As SenseDeep detects attacks and threats, it may increase your security status as shown on the SenseDeep dashboard. If the security status changes, you will be notified. In any event, new alerts will be logged in the Alert List.
The Alert list is your inbox of security events. You should examine and dispatch each incoming alert. You may choose to just ignore some alerts. For others, you will need to address the underlying security issue. As you dispatch each alert, the security status for your account will be recomputed until all attacks and threats have been resolved.
When you click on an alert in the Alert List, you can examine it in detail. The alert details screen shows the full context of the threat that triggered the alert.
The Alert Details display the full information about the security alert with actions to resolve the alert issue. The fields displayed will vary depending on the threat. Here are some of the common fields displayed:
- Time — Time the threat was detected.
- Name — Name of the underlying threat rule check that was triggered.
- Description — The common description of the threat check.
- Message — Descriptive message of this alert.
- Service — The name of the cloud service.
- Group — Any instance group of hosts.
- Instance — AWS Instance ID
- Host — Host name
- IP — Host IP address
- Attack — SenseDeep Attack status
- Threat — SenseDeep Threat level
- Signature — Matching signature used when creating responses.
- Count — Number of times threat was detected
To dispatch and resolve the alert, you can click on the Dispatch button to fully control how you dispatch the alert. Alternatively you can click on one of the Quick Actions to ignore the alert and remove it from the alert list. Quick actions are useful to quickly and simply ignore a single alert.

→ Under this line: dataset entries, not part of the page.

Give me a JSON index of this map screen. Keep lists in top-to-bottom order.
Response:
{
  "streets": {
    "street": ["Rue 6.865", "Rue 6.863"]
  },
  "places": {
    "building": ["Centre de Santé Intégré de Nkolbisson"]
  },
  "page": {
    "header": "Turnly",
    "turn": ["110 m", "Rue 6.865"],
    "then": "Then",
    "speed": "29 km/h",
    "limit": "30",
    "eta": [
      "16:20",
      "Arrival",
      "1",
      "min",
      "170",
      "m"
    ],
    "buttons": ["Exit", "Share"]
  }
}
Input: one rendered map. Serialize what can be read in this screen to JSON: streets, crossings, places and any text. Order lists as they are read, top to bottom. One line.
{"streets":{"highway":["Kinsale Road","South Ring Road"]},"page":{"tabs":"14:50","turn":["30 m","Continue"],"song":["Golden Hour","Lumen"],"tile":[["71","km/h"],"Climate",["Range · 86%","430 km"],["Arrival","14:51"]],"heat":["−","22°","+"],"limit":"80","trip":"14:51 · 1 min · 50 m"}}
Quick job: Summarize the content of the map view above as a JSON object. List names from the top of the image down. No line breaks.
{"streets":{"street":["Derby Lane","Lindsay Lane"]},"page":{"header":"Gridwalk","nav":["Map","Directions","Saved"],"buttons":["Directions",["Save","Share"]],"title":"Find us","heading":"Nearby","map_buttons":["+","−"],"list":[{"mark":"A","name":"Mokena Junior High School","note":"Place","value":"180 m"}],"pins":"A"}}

Invoking the Dispatch option will then ask you how to resolve the alert. Your options are:
- Resolve this alert only
- Resolve all similar alerts for your entire account
- Resolve all similar alerts and suppress future alerts
If you choose to to suppress future alerts an automated response will be created and you can customize the response and configure automated defenses. Read more in Automated Responses.
If a service or host is put into Maintenance mode via Modify Service, then alerts will be supressed from the service and the alerts will not impact the account security status while the service is in maintenance mode.